Decades ago, at the wake of technological advancements and the evolution of businesses, consumers needed convenience. As such, businesses veered into finding more convenient means of packaging and carriage of their products. These introduced the usage of plastics in various forms and shapes.
Plastics brought ease to both businesses and consumers. It was and is a significant addition to many products value chains. It has made the way of doing business comforting but, however, poses significant threats to our lives.
Were these threats unknown at the time of its inception? Or they were known, but stepped on since society didn’t speak against it?
Plastics account for around 10 percent of the total waste we generate. It takes an average of 500 – 1,000 years to breakdown leaving us with the tiny ones we call micro-plastics.
In Ghana, about 2.58 million metric tonnes of raw plastics are imported annually, out of which 73 percent effectively end up as waste, while only 19 percent are re-used, according to the Environmental Protection Agency (2006).
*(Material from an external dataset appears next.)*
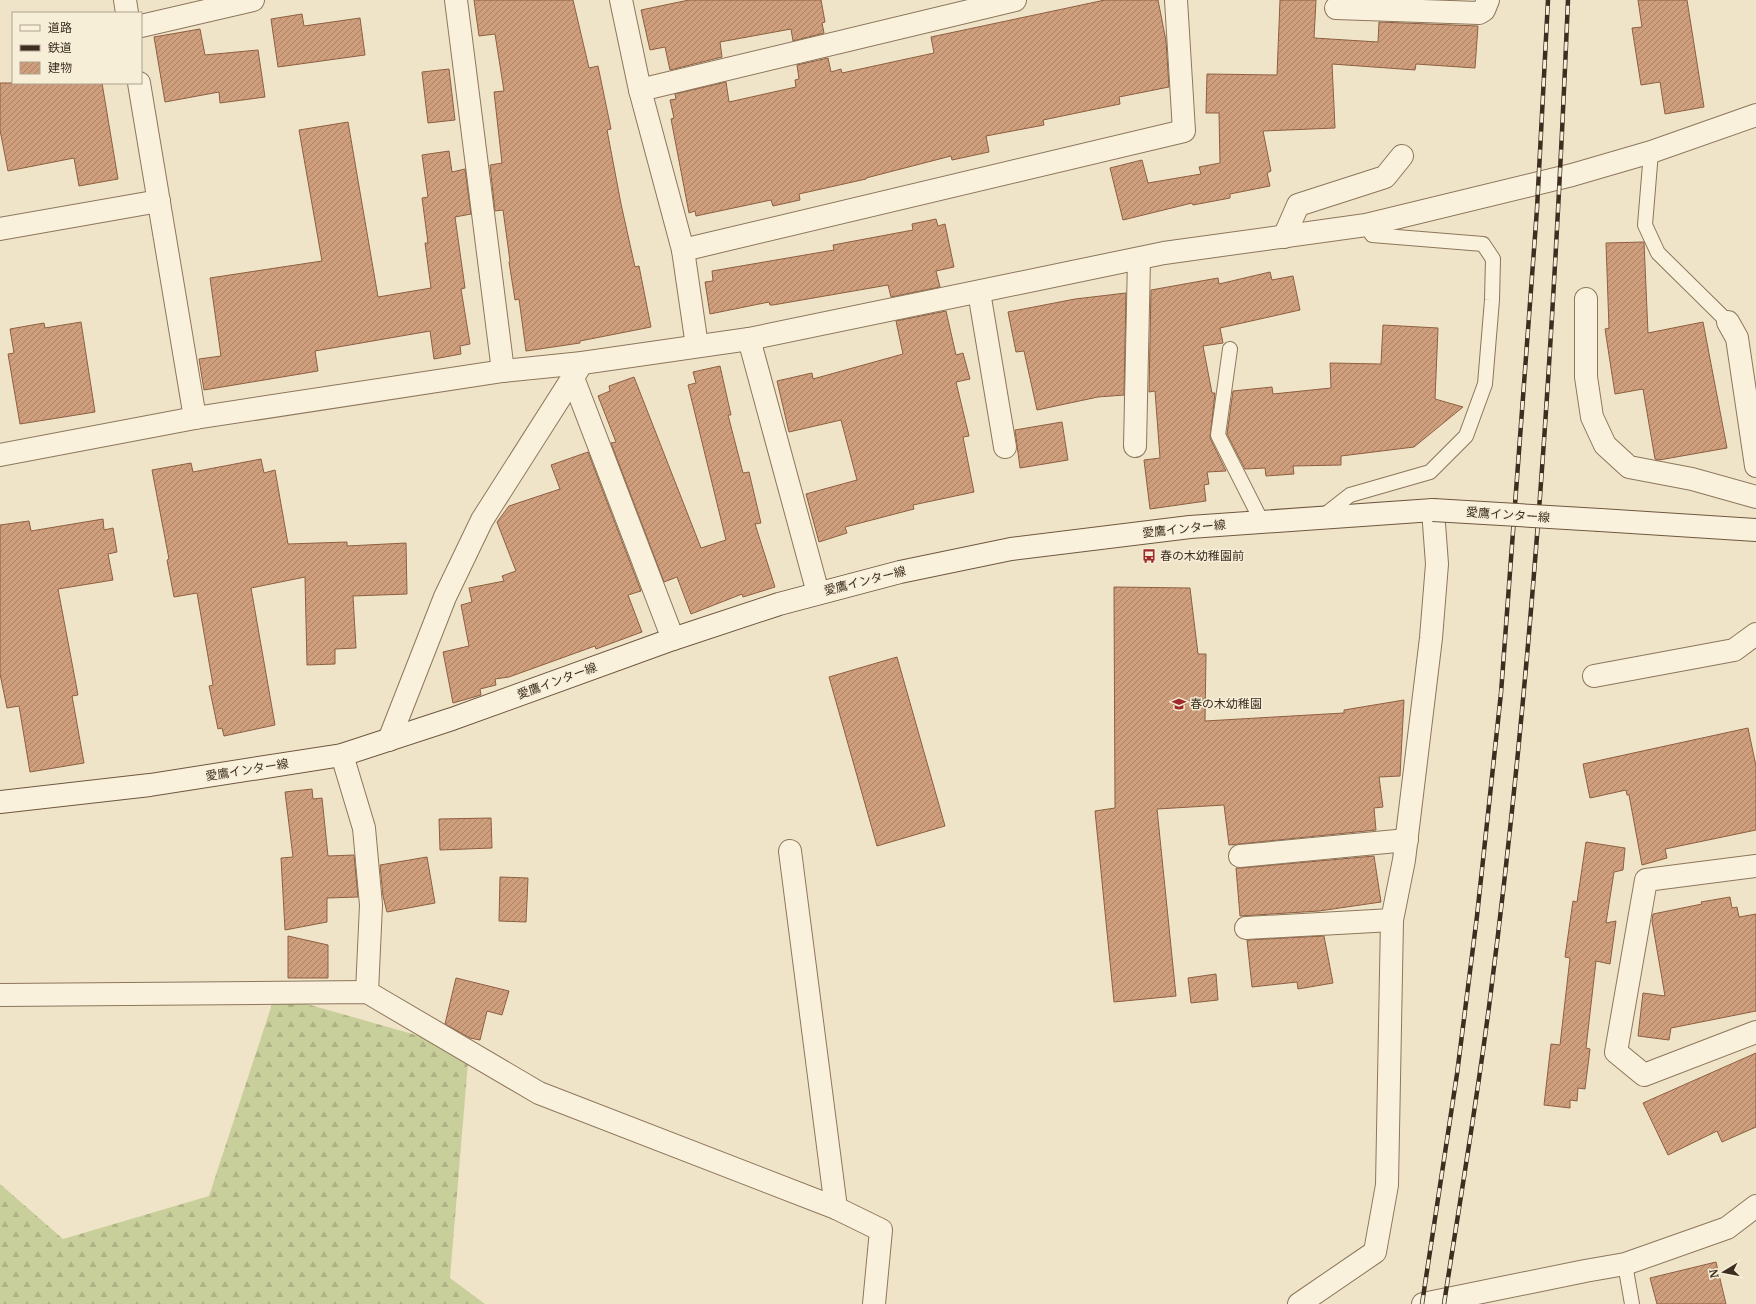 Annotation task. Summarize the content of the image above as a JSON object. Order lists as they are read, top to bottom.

Amidst these, few of our plastics make it to recycling centres. The Environmental Protection Agency reported in 2015 that just 9 percent of all plastics were recycled. However, it’s important to note that Ghana has been a regional front-runner committed to creating a domestic recycling industry that protects the environment. But there is a lot to be done to deepen our commitment to lessening the deteriorating threats plastic wastes pose.
Unfortunately, 32 percent of the plastics produced each year flow into our oceans. This equates to one garbage truck of plastics being dumped in our ocean every minute. If the ocean could speak…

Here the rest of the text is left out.